Data records:
BEGIN

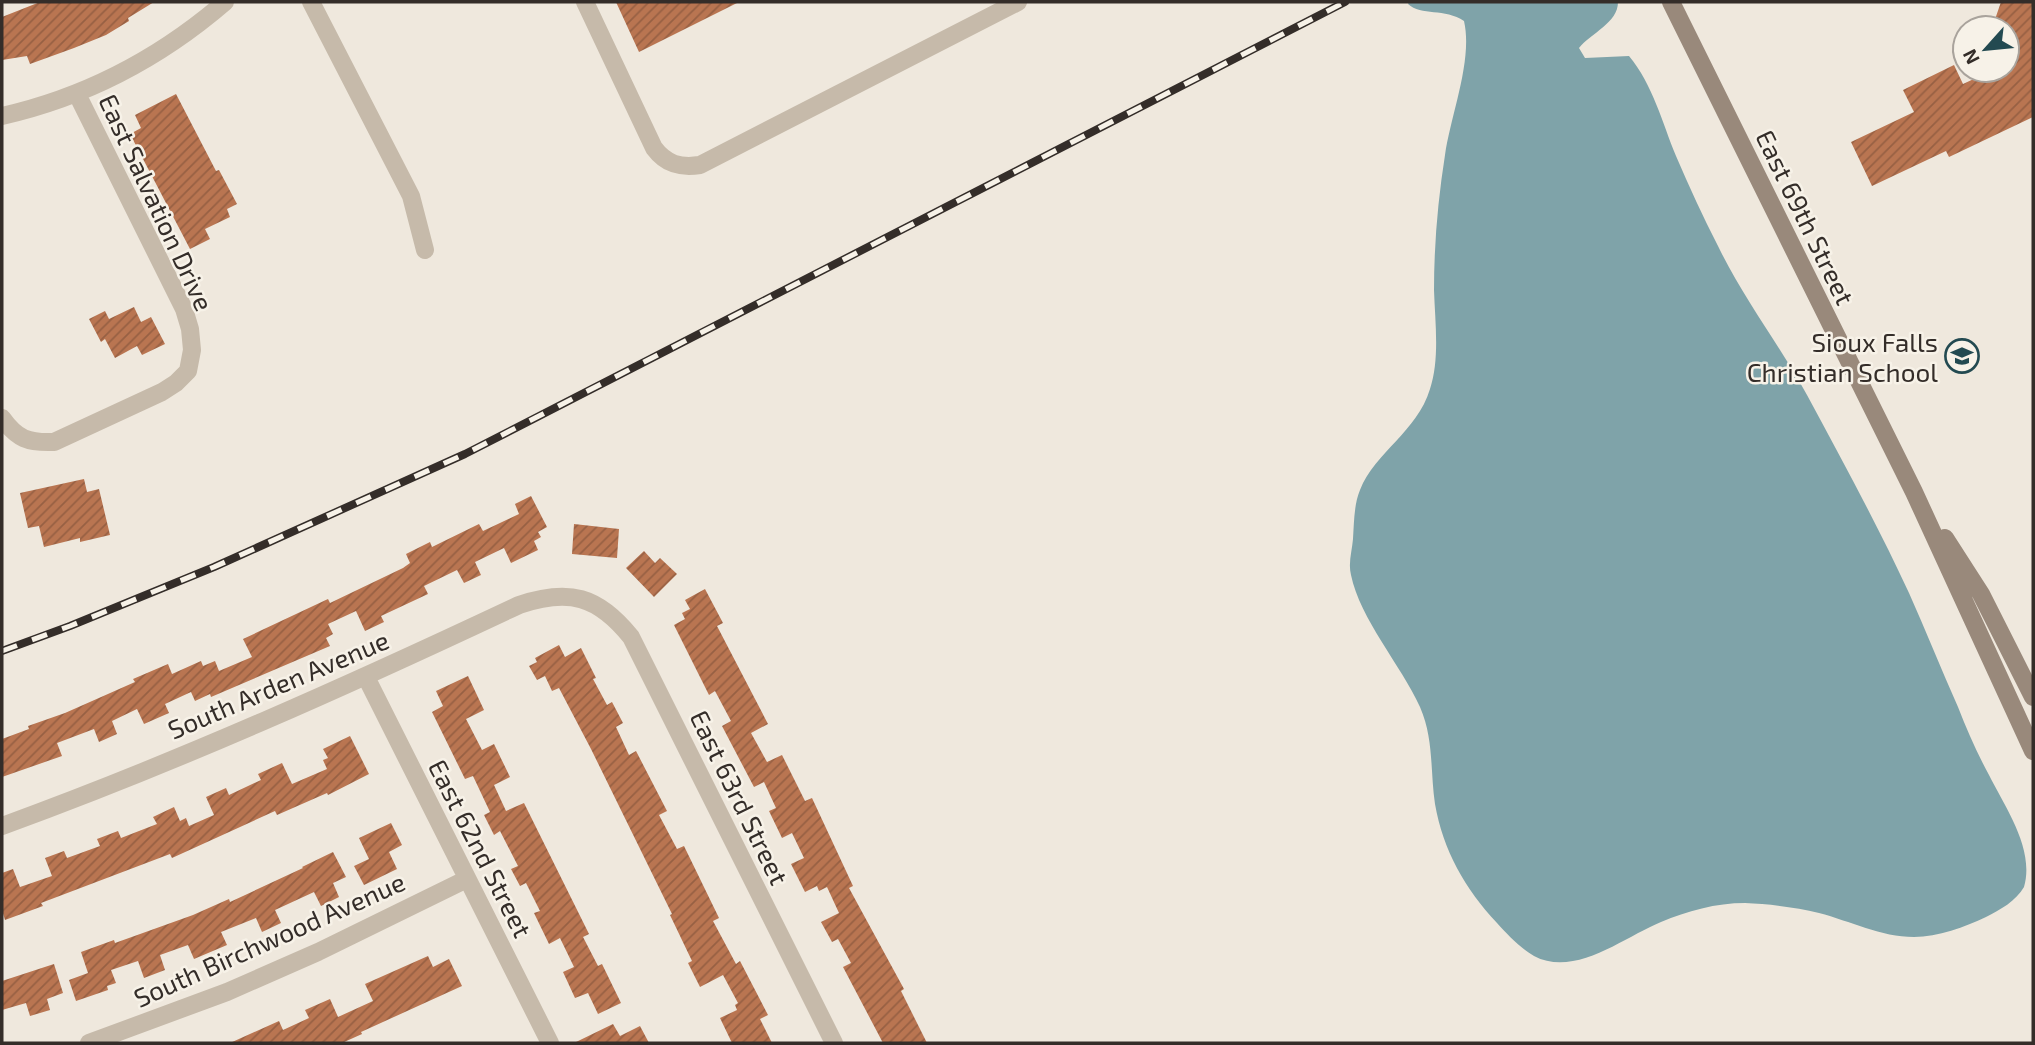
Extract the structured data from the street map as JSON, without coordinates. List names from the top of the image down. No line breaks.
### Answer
{"streets":{"main road":["East 69th Street"],"street":["East Salvation Drive","South Arden Avenue","East 63rd Street","East 62nd Street","South Birchwood Avenue"]},"crossings":[["South Arden Avenue","East 63rd Street"],["South Arden Avenue","East 62nd Street"],["East 62nd Street","South Birchwood Avenue"]],"places":{"school or university":["Sioux Falls Christian School"]},"north":"bottom left"}
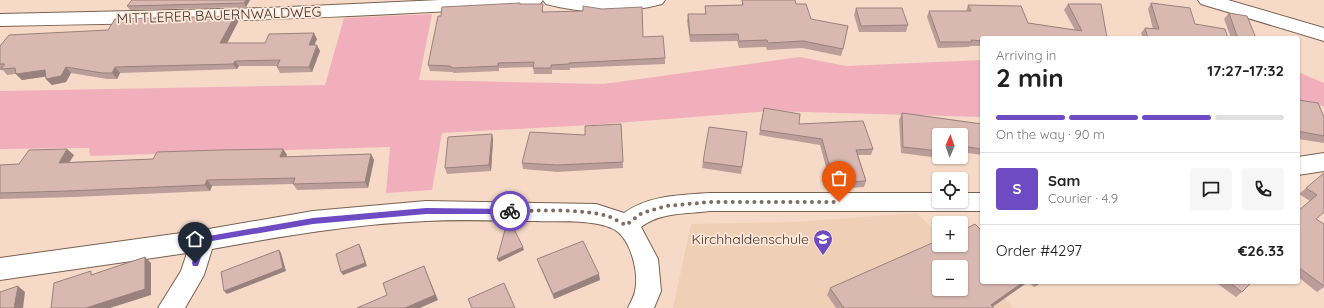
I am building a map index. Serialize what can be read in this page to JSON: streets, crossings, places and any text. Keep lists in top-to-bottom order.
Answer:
{
  "streets": {
    "street": ["MITTLERER BAUERNWALDWEG"]
  },
  "places": {
    "school or university": ["Kirchhaldenschule"]
  },
  "north": "top",
  "page": {
    "heading": ["2 min", "Arriving in", "17:27–17:32"],
    "panel": [
      "Sam",
      "Courier · 4.9",
      "Order #4297",
      "€26.33"
    ],
    "bar": "On the way · 90 m",
    "map_buttons": ["+", "−"],
    "round": "S"
  }
}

END

What the task asks:
The line with "I am building" marks the end: restate word for word every line from the top of the data through that one, omitting pictures.

Result for this exercise:
Extract the structured data from the street map as JSON, without coordinates. List names from the top of the image down. No line breaks.
### Answer
{"streets":{"main road":["East 69th Street"],"street":["East Salvation Drive","South Arden Avenue","East 63rd Street","East 62nd Street","South Birchwood Avenue"]},"crossings":[["South Arden Avenue","East 63rd Street"],["South Arden Avenue","East 62nd Street"],["East 62nd Street","South Birchwood Avenue"]],"places":{"school or university":["Sioux Falls Christian School"]},"north":"bottom left"}
I am building a map index. Serialize what can be read in this page to JSON: streets, crossings, places and any text. Keep lists in top-to-bottom order.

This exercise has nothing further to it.